TASIKMALAYA | Priangan.com – Di tengah semarak peringatan Hari Ulang Tahun (HUT) Kabupaten Tasikmalaya ke-393, Gubernur Jawa Barat, Dedi Mulyadi, menyampaikan pesan mendalam soal bambu—bukan hanya sebagai bahan kerajinan, tetapi sebagai pusat peradaban Sunda yang harus dijaga dan dikembangkan.
Momen ini berlangsung pada Sabtu (26/7/2025) dalam rangkaian acara Sidang Paripurna Milangkala Sukapura dan pawai budaya Jampana yang dipusatkan di kawasan Gunung Koneng, Singaparna. Ribuan warga tumpah ruah menyambut kehadiran Gubernur Dedi yang tiba usai menghadiri sidang paripurna di Gedung DPRD Kabupaten Tasikmalaya.
Saat keluar dari gedung bersama Bupati Tasikmalaya dan jajaran Forkopimda, Dedi langsung disambut hangat masyarakat. Banyak yang antusias menyapa, bersalaman, bahkan berebut momen swafoto saat Dedi berdiri di atas mobil putih sambil melambaikan tangan.
Namun bukan hanya atraksi budaya yang menarik perhatian. Dalam pidatonya, Dedi Mulyadi menyoroti aspek filosofis dan ekologis dari bambu—tanaman yang selama ini lekat dengan budaya dan kehidupan masyarakat Tasikmalaya.
“Tasikmalaya itu bukan sekadar kabupaten, tapi guru peradaban tata ruang dalam ajaran Sunda. Dalam filosofi buhun, bambu adalah pusat dari ekosistem. Di sinilah akar kreativitas warga Tasik berakar,” ujar Dedi.

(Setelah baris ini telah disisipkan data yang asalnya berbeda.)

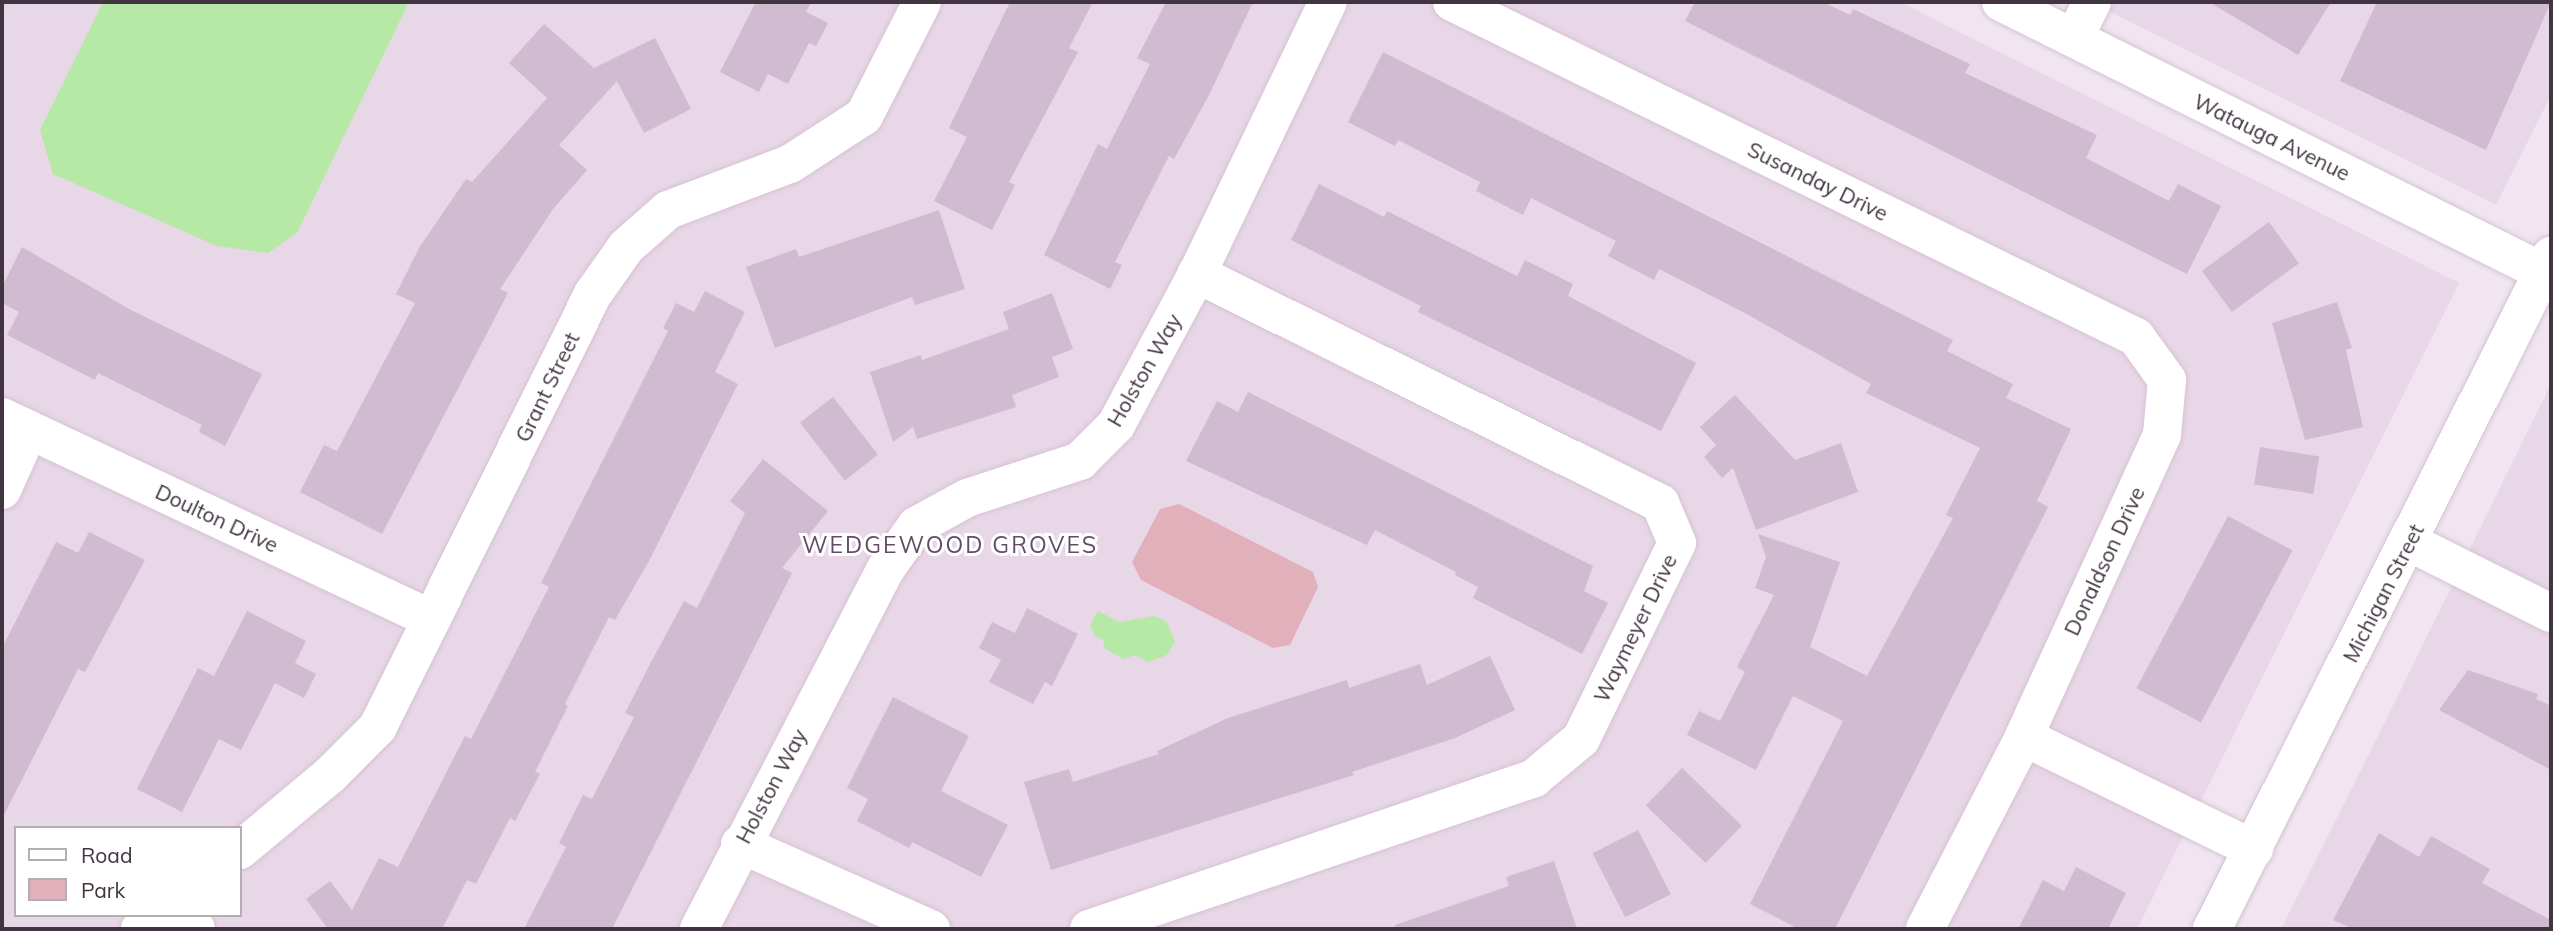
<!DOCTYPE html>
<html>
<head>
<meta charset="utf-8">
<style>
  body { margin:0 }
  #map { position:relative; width:2553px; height:931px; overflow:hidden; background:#f0e5f0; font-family:Mulish,sans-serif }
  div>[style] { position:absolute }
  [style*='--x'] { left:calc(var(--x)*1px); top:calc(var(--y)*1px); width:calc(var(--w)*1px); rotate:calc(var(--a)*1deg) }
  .residential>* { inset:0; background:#e8d7e7 }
  .green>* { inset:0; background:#e2b0ba }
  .water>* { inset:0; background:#b5e9a5 }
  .building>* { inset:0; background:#d0bbd1; transform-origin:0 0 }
  .roads { filter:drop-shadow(0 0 2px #d6c2d5) drop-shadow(0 0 2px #d6c2d5) }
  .minor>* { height:38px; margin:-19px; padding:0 19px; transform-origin:19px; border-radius:19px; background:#fff }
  span { translate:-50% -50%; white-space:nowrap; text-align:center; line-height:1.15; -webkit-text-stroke:6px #fff; paint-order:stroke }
  .street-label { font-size:21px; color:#423542 }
  .neighbourhood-label { font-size:23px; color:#634d64; letter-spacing:2px }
  .frame { position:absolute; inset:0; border:4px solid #423542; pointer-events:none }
  .legend { position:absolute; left:14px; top:826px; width:228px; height:91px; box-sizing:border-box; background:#fff; border:2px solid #b3aeb3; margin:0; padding:9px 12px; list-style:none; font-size:21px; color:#423542 }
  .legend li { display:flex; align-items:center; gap:14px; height:35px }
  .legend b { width:35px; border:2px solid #b3aeb3 }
</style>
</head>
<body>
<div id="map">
  <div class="residential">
    <div style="clip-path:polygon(evenodd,2px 2px,1900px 2px,2459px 283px,2137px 929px,2px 929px,2px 2px,16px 828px,240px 828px,240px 915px,16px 915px,16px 828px)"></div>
    <div style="clip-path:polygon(2091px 2px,2551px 2px,2551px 95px,2496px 205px)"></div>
    <div style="clip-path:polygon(2551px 384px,2551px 929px,2281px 929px,2378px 736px)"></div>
  </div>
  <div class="green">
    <div style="clip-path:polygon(1179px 504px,1313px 572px,1318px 587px,1290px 645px,1273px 648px,1141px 580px,1132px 562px,1160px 509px)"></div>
  </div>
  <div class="water">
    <div style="clip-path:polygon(103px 2px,409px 2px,297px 233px,268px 253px,217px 246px,53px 174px,40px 130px)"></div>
    <div style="clip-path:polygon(1098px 611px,1119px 622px,1154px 616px,1167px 622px,1175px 642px,1167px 655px,1148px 662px,1135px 655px,1124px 659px,1105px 649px,1103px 640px,1094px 635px,1090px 625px)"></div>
  </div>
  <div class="building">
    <div style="clip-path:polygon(756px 2px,811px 2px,806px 12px,828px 23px,816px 46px,809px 43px,788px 84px,768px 74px,759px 92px,720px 72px)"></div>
    <div style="clip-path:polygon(1010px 2px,1093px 2px,1069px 48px,1078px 52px,1009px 182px,1015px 185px,992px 230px,934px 201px,967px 137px,949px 128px)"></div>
    <div style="clip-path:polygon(1166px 2px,1253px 2px,1209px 95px,1174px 159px,1169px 156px,1115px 262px,1122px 265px,1110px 289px,1044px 255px,1098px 144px,1107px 149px,1150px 64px,1137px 58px)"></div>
    <div style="clip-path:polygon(1695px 2px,1823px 2px,1850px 15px,1853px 9px,1970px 64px,1965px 73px,2097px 135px,2086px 158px,2169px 201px,2178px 184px,2221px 206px,2187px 274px,1685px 21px)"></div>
    <div style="clip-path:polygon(2209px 2px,2331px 2px,2298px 55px)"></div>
    <div style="clip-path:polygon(2377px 2px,2551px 2px,2486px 150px,2340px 81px)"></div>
    <div style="clip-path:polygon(544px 24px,594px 68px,655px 38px,691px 109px,644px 133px,617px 81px,559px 145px,587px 170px,553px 209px,500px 289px,508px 293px,382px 534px,300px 492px,324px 445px,337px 451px,415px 303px,396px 294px,419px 248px,466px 179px,472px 182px,547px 98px,509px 63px)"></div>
    <div style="clip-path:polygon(1383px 52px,1953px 340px,1947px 351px,2013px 384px,2006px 398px,2071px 429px,2037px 501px,2048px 507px,1835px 929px,1799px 929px,1750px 904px,1843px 721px,1793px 696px,1756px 770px,1687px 735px,1699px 711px,1720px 721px,1745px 672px,1737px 667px,1774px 595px,1755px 588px,1766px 557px,1758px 534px,1840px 562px,1810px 647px,1867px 676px,1953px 518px,1946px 515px,1980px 448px,1866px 393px,1871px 384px,1743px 312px,1659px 269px,1654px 280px,1608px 256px,1616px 241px,1531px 198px,1523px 215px,1476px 191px,1480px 182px,1398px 140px,1395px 146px,1348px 122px)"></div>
    <div style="clip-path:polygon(1319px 184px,1384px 217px,1387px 211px,1517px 276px,1525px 260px,1573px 284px,1568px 296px,1696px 363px,1661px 431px,1418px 312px,1421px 306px,1291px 240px)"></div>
    <div style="clip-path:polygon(939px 210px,965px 289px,915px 305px,912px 297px,775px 348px,746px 267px,796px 249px,799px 257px)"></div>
    <div style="left:2269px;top:222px;width:51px;height:83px;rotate:54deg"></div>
    <div style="clip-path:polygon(22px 247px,131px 310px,262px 374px,225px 446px,199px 432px,202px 425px,98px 373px,95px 380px,7px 335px,19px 312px,2px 303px,2px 287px)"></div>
    <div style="clip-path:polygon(705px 291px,745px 312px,715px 372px,738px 384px,649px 561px,615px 620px,609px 617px,565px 704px,568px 706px,535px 772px,540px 774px,515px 821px,510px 818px,476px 884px,467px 880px,442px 929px,328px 929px,306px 899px,330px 881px,352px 910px,379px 858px,398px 867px,465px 736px,471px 739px,549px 587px,541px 583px,668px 331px,663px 328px,676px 303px,694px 312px)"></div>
    <div style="clip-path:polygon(1052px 293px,1073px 349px,1052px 357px,1059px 377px,1012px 395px,1016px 407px,917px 439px,913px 427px,893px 442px,870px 372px,921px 355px,922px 360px,1009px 329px,1003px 312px)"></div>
    <div style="clip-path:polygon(2337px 302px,2352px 348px,2346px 350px,2363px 427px,2305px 440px,2272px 323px)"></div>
    <div style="clip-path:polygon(1248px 392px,1593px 566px,1584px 591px,1608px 603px,1582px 654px,1473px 598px,1478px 587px,1455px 575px,1456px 572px,1375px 530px,1367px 545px,1186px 461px,1217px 401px,1238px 412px)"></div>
    <div style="clip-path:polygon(1735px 395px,1795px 460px,1841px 443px,1858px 492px,1756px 530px,1733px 468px,1722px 478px,1704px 457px,1716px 445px,1700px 427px)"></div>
    <div style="left:833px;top:397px;width:73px;height:42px;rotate:52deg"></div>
    <div style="left:2260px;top:447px;width:60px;height:38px;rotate:9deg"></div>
    <div style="clip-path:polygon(763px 459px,828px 511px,782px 568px,792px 573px,612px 929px,524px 929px,566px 847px,559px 843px,583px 795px,592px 799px,634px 717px,625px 713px,649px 666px,684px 601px,697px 608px,745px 513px,730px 501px)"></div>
    <div style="left:2228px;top:516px;width:73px;height:195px;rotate:28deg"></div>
    <div style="clip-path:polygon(89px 532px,145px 560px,85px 672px,78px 669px,2px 819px,2px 648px,56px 542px,78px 553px)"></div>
    <div style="clip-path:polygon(1027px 608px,1078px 634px,1052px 686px,1045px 682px,1033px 704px,989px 682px,1001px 660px,979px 648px,992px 622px,1015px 633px)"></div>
    <div style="clip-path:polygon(247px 611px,306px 641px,295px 663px,316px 674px,304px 698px,275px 683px,241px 750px,219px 739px,182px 812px,137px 789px,198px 668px,214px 676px)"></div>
    <div style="clip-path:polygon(1490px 656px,1515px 710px,1455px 738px,1352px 772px,1354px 775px,1051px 870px,1024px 782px,1069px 769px,1073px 782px,1159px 754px,1157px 751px,1228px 718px,1347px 680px,1349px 688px,1420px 664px,1427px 685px)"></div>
    <div style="clip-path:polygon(2468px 670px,2538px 694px,2536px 699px,2551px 706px,2551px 770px,2439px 710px)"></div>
    <div style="clip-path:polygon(893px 697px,969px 736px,941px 791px,1008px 825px,981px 877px,912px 842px,909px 848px,857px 821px,868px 799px,847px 788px)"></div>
    <div style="left:1682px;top:768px;width:83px;height:52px;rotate:44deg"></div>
    <div style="left:1638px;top:830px;width:72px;height:51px;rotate:63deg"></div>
    <div style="clip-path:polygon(2379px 833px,2419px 857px,2431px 836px,2490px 869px,2482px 883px,2551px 920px,2551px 929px,2354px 929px,2333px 920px)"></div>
    <div style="clip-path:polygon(1554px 861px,1577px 929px,1396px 929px,1395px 925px,1509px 886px,1506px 877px)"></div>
    <div style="clip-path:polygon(2076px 867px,2126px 893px,2108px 929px,2018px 929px,2043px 880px,2064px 891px)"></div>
  </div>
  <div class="roads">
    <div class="minor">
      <div style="--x:1452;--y:2;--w:762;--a:26.09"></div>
      <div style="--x:2136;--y:337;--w:53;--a:54.2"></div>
      <div style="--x:2167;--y:380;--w:55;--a:95.2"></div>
      <div style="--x:2162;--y:435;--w:332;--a:114.6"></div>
      <div style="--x:2024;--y:737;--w:216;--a:117.3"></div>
      <div style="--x:2001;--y:2;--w:606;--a:26.48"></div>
      <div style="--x:2074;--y:38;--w:40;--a:-63.4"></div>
      <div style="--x:2;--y:417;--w:475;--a:25.2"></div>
      <div style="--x:2;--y:490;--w:66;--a:-65.8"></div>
      <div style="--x:2409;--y:542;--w:159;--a:26.6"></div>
      <div style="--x:2024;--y:737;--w:256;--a:26"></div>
      <div style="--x:740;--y:844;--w:209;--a:24"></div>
      <div style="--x:240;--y:850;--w:117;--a:-39.8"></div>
      <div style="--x:330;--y:775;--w:68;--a:-45"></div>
      <div style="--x:378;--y:727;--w:483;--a:-63.6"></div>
      <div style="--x:593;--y:294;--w:57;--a:-54.9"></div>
      <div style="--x:626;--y:247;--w:56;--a:-41.4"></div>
      <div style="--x:668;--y:210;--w:130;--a:-20.7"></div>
      <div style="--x:790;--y:164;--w:88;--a:-33"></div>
      <div style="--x:864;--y:116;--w:128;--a:-63"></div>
      <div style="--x:184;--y:915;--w:18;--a:49"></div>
      <div style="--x:140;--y:929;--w:24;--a:-36"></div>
      <div style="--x:699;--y:929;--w:404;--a:-62.6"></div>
      <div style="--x:885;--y:570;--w:54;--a:-54.8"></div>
      <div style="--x:916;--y:526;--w:58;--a:-28.8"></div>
      <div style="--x:967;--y:498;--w:119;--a:-18.1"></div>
      <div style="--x:1080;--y:461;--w:51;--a:-45"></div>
      <div style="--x:1116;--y:425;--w:171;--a:-61.8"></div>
      <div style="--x:1197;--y:274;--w:302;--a:-64.3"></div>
      <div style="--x:1089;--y:929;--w:470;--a:-18.7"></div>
      <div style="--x:1534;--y:778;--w:61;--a:-39.7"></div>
      <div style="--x:1581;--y:739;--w:218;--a:-63.9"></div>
      <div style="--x:1677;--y:543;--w:43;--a:-113"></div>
      <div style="--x:1660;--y:503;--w:517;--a:-153.68"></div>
      <div style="--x:2212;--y:929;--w:754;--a:-63.26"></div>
    </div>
  </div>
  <div class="street-label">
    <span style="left:2272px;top:137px;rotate:26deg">Watauga Avenue</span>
    <span style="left:1818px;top:181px;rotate:26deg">Susanday Drive</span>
    <span style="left:1144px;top:370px;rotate:-60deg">Holston Way</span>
    <span style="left:547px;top:387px;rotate:-64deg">Grant Street</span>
    <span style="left:217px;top:518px;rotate:25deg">Doulton Drive</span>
    <span style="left:2104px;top:561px;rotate:-65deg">Donaldson Drive</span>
    <span style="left:2383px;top:593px;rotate:-63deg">Michigan Street</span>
    <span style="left:1635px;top:628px;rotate:-64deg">Waymeyer Drive</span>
    <span style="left:771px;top:786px;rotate:-62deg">Holston Way</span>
  </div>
  <div class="neighbourhood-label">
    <span style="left:950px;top:545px">WEDGEWOOD GROVES</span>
  </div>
  <div class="frame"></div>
  <ul class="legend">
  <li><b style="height:9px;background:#fff"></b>Road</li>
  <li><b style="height:19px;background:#e2b0ba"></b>Park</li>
  </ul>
</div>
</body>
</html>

Ia menegaskan, dalam sejarah Kesundaan, konsep tata ruang selalu berpijak pada alam. Gunung dan sungai jadi dua elemen penting yang membentuk pola hidup. Gunung Galunggung sebagai puncak spiritualitas dan sungai sebagai sumber kehidupan, ditopang oleh bambu yang tumbuh subur di setiap sudut perkampungan.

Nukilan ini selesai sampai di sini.